**What is being asked**.
Collect every line of the records below that contains the word "white".

**Provided data**.
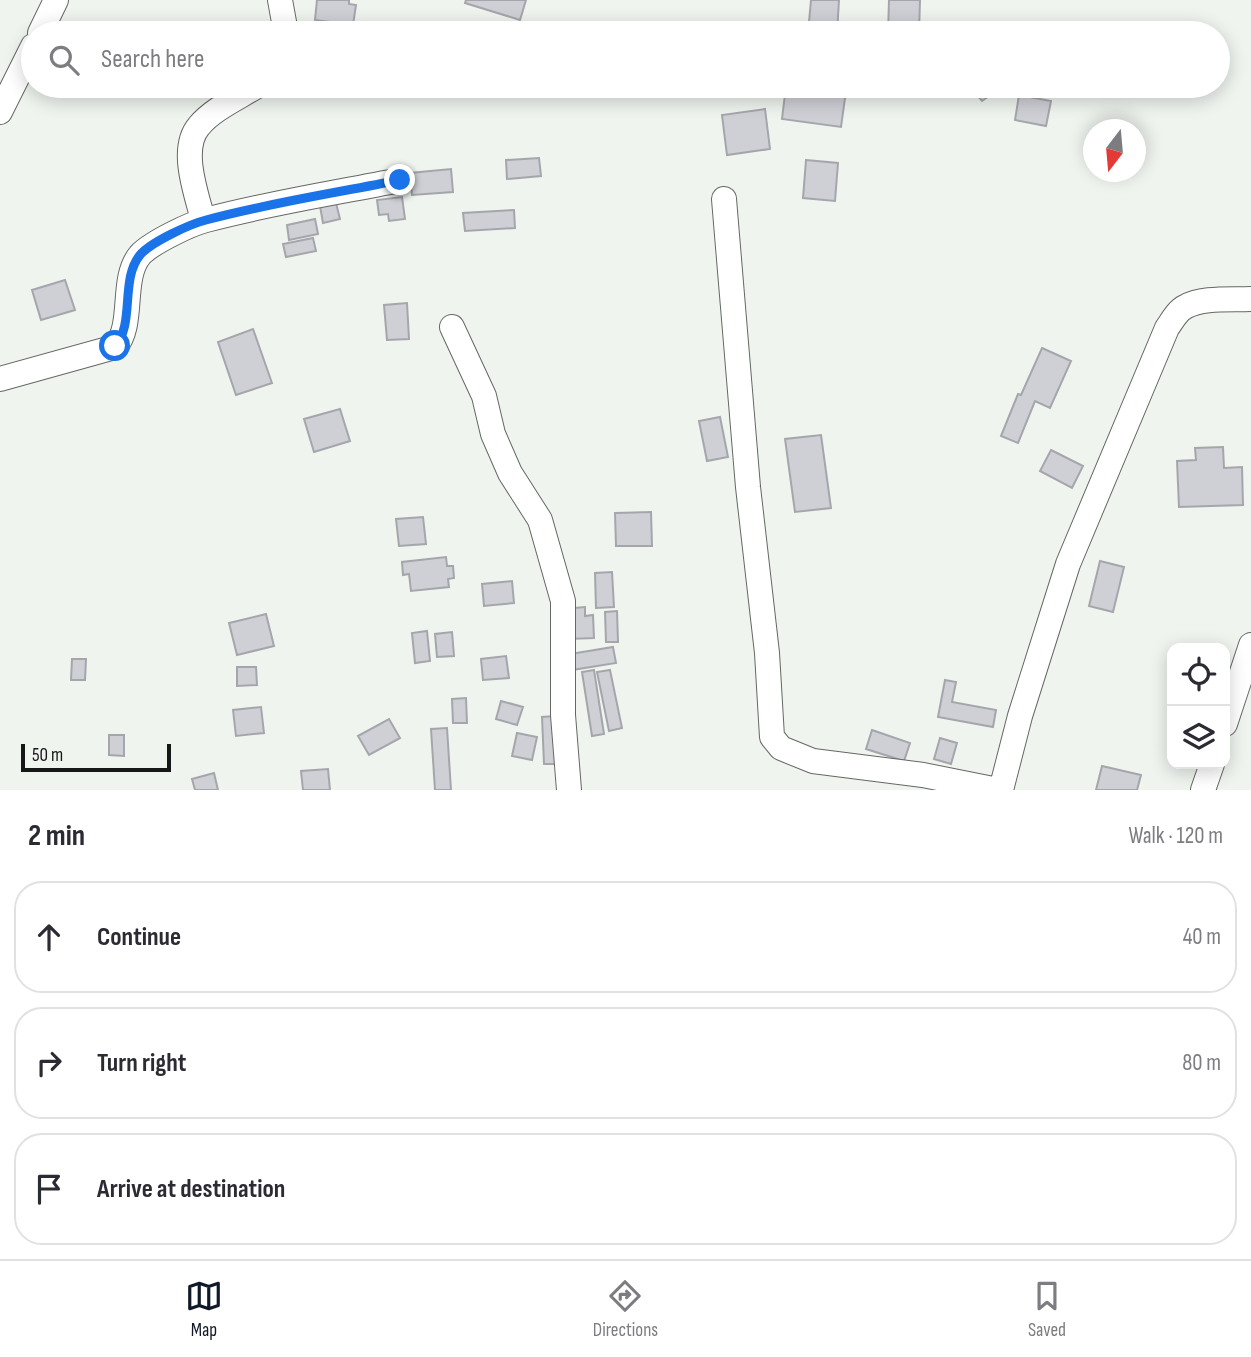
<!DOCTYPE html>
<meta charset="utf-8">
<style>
:root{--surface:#fff;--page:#f7f7f7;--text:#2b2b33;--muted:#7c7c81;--line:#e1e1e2;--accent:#111827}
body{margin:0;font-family:"Sofia Sans Condensed",sans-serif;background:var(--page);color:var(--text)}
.controls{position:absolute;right:21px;bottom:21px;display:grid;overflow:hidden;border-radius:14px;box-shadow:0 4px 18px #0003}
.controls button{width:63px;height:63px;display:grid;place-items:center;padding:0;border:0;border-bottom:2px solid var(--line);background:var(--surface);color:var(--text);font:35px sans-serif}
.compass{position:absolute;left:1083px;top:119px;width:63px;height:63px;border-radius:50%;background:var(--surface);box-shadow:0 4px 18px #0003;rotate:196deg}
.scale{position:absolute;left:21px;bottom:18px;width:150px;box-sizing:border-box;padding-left:7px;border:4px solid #151716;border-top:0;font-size:19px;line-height:24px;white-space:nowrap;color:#151716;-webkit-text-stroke:5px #eff4ef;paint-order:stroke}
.stop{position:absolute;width:21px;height:21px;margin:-16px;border:5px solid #1a73e8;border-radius:50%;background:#fff}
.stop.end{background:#1a73e8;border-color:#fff;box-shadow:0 2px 7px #0008}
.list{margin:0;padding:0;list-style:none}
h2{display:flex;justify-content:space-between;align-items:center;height:91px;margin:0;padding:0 28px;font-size:30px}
h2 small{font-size:23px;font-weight:400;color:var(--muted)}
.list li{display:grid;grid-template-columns:46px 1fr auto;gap:21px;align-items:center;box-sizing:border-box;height:112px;margin:0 14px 14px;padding:0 14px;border:2px solid var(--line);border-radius:28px}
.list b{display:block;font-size:26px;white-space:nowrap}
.list em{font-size:23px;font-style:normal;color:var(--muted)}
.icon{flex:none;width:38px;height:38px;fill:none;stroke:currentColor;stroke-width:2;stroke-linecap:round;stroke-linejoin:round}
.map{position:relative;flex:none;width:1251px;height:790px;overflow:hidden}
.search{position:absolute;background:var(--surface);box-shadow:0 4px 18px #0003;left:21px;right:21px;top:21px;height:77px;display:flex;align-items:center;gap:18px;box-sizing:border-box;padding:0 24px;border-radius:38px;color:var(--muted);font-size:26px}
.sheet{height:469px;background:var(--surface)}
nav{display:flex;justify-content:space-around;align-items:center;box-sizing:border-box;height:98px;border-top:2px solid var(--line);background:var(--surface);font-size:19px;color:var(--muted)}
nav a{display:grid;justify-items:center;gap:4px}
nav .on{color:var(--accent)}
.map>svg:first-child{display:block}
.building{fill:#cfd0d6;stroke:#a5a6ab;stroke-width:2}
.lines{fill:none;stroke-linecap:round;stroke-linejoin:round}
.minor-casing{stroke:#646864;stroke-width:26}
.minor{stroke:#fff;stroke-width:24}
.route{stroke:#1a73e8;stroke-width:9}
</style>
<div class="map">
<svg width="1251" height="790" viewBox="0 0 1251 790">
<rect width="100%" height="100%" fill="#eff4ef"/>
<path class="building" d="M317,0H349V4L356,5L353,25L315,20Z
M466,0H526L520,20L465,3Z
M811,0H839L837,33H808Z
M889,0H920L919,33H888Z
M714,25L753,27V33H714Z
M486,26L509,32V33H484Z
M786,86L846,91L841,127L782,119Z
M970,86H992L996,91L982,101Z
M1019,95L1051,101L1046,126L1015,120Z
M765,109L770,149L727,155L722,115Z
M539,158L541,176L507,179L506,160Z
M806,160L838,163L835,201L803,198Z
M451,169L453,192L412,195L410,173Z
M402,197L405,219L389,221L388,214L379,215L377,200Z
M336,203L340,219L323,223L320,206Z
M514,210L515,228L465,231L463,213Z
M315,219L318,234L289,240L287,225Z
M313,238L316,251L286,257L283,244Z
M65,280L75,310L41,320L32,290Z
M407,303L409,339L387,340L384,305Z
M253,329L272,383L236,395L218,342Z
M1042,348L1071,361L1050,408L1035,401L1018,443L1001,436L1018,394L1021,395Z
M340,409L350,441L314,452L304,419Z
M720,417L728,457L707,461L699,421Z
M821,435L831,508L795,512L785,439Z
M1223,447L1224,468L1242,467L1243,505L1179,507L1177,461L1196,460L1195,448Z
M1051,450L1083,466L1072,488L1040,471Z
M651,512L652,546H616L615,513Z
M423,517L426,544L399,546L396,519Z
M446,557L447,566H453L454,578L448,579L449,587L411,591L409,574L403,575L402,562Z
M1100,561L1124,567L1113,612L1089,606Z
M612,572L614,607L596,608L595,573Z
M512,581L514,603L484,606L482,584Z
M585,607V616L593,615L594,638L568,639L574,608Z
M617,611L618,642H606L605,612Z
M266,614L274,646L237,655L229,623Z
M427,631L430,661L415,663L412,633Z
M452,632L454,656L437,657L435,634Z
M613,647L616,663L572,670L570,654Z
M506,656L509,678L483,680L481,659Z
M72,659H86L85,680H71Z
M237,667H256L257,685L237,686Z
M594,670L604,734L592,736L582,672Z
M610,670L622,728L609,731L597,672Z
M945,680L956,682L952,702L996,710L993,727L938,717Z
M466,698L467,723H453L452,699Z
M501,701L523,707L517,725L496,719Z
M261,707L264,733L236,736L233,710Z
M555,716L557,764H544L542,717Z
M389,719L400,738L369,755L358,736Z
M447,728L451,790H435L431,729Z
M872,730L910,743L904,761L866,749Z
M517,733L537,737L532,760L512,756Z
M109,735H124V756L109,755Z
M940,738L957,743L951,764L934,759Z
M1102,766L1141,775L1137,790H1096Z
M328,769L330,790H303L301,771Z
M214,773L218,790H195L192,779Z"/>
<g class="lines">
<defs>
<path id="minor" d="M280,0L286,33
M40,33L56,0
M0,112L33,46
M724,199L748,487L767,653L772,737L781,748L813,761L923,775L998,790
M203,220C197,195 179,149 199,126C213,109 238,98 257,86
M452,327L484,396L493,434L510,473L540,520L563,601V715L569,790
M0,379L115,347C135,325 120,279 140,255C151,243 190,224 206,220C269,203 335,193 400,180
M1225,724L1251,645
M1001,790L1020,716L1068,564L1167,328C1172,321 1177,311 1185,307C1202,297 1231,300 1251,299
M1203,790L1212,764"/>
</defs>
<use href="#minor" class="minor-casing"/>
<use href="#minor" class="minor"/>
</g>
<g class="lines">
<path class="route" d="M115,346C135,325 120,279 140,255C151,242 190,224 206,220C269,203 335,193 400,180"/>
</g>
</svg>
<div class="controls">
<button><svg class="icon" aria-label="locate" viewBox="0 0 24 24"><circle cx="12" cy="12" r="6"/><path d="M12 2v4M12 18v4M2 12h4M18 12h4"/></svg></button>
<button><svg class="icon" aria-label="layers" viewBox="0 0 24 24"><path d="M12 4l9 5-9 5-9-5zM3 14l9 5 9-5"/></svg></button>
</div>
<svg class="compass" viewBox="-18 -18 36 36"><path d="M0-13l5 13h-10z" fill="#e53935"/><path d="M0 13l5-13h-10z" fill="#7c7c81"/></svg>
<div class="scale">50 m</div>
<div class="stop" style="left:115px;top:346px"></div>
<div class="stop end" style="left:400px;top:180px"></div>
<div class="search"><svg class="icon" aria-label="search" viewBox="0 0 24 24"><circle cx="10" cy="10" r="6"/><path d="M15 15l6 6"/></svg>Search here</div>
</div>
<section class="sheet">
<h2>2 min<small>Walk · 120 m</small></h2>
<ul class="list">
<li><svg class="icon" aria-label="ahead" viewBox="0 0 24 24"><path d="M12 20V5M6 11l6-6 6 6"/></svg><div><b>Continue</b></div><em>40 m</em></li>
<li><svg class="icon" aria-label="right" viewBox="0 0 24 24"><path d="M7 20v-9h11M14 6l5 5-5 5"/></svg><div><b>Turn right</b></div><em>80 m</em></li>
<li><svg class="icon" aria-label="arrive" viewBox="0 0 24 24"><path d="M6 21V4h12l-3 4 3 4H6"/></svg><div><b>Arrive at destination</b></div></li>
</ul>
</section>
<nav>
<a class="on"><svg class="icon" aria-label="map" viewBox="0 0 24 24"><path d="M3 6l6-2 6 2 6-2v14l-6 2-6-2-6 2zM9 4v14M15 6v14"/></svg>Map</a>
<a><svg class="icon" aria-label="directions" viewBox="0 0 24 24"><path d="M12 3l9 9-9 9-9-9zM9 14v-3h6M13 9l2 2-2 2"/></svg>Directions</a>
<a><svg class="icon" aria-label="saved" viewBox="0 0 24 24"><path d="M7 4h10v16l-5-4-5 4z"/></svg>Saved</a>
</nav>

**Task response**.
.scale{position:absolute;left:21px;bottom:18px;width:150px;box-sizing:border-box;padding-left:7px;border:4px solid #151716;border-top:0;font-size:19px;line-height:24px;white-space:nowrap;color:#151716;-webkit-text-stroke:5px #eff4ef;paint-order:stroke}
.list b{display:block;font-size:26px;white-space:nowrap}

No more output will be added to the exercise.